En el contexto actual del Gobierno de Pedro Sánchez, esta denominación parece obedecer más a intereses propagandísticos que a un proyecto ideológico coherente. La estrategia es evidente: toda oposición al ‘bloque progresista’ es tachada de reaccionaria. Pero, ¿qué tiene de progresista una ley como la del ‘solo sí es sí’, que ha provocado la excarcelación de agresores sexuales por defectos técnicos evidentes?, ¿dónde está el avance social en el feminismo ‘queer’, que fragmenta el movimiento clásico y genera inseguridad jurídica?, ¿qué progresismo es este que intenta debilitar la separación de poderes, mermando la independencia del poder judicial?, ¿cómo contribuye a la solidaridad entre territorios la aceptación del chantaje separatista en materia tributaria?, ¿qué aportan los vínculos gubernamentales con regímenes como la dictadura venezolana o la China comunista –véase el caso Huawei– que no sea debilitar la confianza internacional en las instituciones españolas?
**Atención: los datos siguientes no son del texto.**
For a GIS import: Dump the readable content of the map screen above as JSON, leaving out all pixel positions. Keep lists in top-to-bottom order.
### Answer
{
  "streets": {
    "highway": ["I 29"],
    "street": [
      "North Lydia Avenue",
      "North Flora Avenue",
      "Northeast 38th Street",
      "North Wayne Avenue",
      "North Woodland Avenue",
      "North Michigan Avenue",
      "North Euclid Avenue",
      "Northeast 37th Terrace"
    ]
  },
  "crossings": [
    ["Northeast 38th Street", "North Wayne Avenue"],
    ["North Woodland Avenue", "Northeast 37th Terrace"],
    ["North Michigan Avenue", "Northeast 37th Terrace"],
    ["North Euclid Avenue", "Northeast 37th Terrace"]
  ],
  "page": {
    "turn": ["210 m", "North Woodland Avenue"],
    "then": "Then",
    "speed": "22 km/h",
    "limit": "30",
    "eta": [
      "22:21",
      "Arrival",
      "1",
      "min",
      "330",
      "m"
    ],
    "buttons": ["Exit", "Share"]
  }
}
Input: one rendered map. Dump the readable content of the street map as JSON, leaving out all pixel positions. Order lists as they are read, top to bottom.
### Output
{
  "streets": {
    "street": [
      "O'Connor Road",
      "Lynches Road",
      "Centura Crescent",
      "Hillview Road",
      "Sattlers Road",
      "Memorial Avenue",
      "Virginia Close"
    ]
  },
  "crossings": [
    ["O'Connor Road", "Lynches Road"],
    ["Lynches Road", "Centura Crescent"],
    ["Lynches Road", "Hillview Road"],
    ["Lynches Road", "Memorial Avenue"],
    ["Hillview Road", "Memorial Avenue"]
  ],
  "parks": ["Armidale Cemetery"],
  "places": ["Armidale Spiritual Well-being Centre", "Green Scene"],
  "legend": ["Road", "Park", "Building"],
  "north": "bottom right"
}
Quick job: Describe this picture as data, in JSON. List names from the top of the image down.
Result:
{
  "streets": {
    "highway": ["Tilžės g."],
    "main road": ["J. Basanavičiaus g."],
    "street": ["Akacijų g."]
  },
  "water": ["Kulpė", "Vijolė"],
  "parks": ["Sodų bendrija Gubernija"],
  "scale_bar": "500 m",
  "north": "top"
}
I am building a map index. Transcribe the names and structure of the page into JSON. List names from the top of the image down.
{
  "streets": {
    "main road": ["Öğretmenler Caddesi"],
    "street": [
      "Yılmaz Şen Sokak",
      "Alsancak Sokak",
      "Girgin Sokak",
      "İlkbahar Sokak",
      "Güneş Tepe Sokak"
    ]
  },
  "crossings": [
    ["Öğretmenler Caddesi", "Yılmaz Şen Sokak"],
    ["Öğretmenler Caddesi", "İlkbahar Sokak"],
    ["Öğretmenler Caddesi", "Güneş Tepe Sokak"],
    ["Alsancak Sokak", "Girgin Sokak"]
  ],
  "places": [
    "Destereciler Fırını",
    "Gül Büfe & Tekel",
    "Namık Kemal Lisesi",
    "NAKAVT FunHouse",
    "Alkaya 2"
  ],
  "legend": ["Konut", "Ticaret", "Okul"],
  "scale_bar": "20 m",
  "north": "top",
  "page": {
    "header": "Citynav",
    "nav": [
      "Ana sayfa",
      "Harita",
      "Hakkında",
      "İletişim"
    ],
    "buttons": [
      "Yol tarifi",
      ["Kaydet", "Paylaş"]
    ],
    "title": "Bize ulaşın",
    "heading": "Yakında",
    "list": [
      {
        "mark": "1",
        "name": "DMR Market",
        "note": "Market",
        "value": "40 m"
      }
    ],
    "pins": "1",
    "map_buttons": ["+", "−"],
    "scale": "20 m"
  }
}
La apropiación del término ha sido inteligente desde el punto de vista comunicativo. Ya no existe un partido ‘progresista’; el progresismo es ahora un paraguas bajo el cual se agrupan izquierda, extrema izquierda, comunismo, separatismo xenófobo, supremacista e incluso sectores vinculados ideológicamente al terrorismo. Los que quedan fuera del marco discursivo oficial son presentados como enemigos del progreso, del feminismo, de la justicia social y de la diversidad. Lo que puede ocurrirle al actual progresismo es que, por su sobreutilización discursiva y su perversión semántica, termine agotándose. Es probable que el electorado descubra cómo ciertas élites que se presentan como defensoras del progreso en realidad se aprovechan de una retórica manipuladora, considerando a sus votantes menores de edad y meros instrumentos para la conquista del poder. Lo que se ventila no es solo una disputa política, sino una disputa semántica. El concepto de ‘progresismo’ puede convertirse en un significante vacío, moldeado por el poder. Es necesario recuperar una reflexión rigurosa sobre el lenguaje y sus usos políticos. No basta con proclamar valores; es preciso verificar si estos se corresponden con las acciones y las consecuencias que se derivan de ellos. Sobre todo, es urgente rescatar la transparencia semántica como condición indispensable para una democracia auténtica, donde los ciudadanos puedan decidir libremente sin ser prisioneros de artificios discursivos.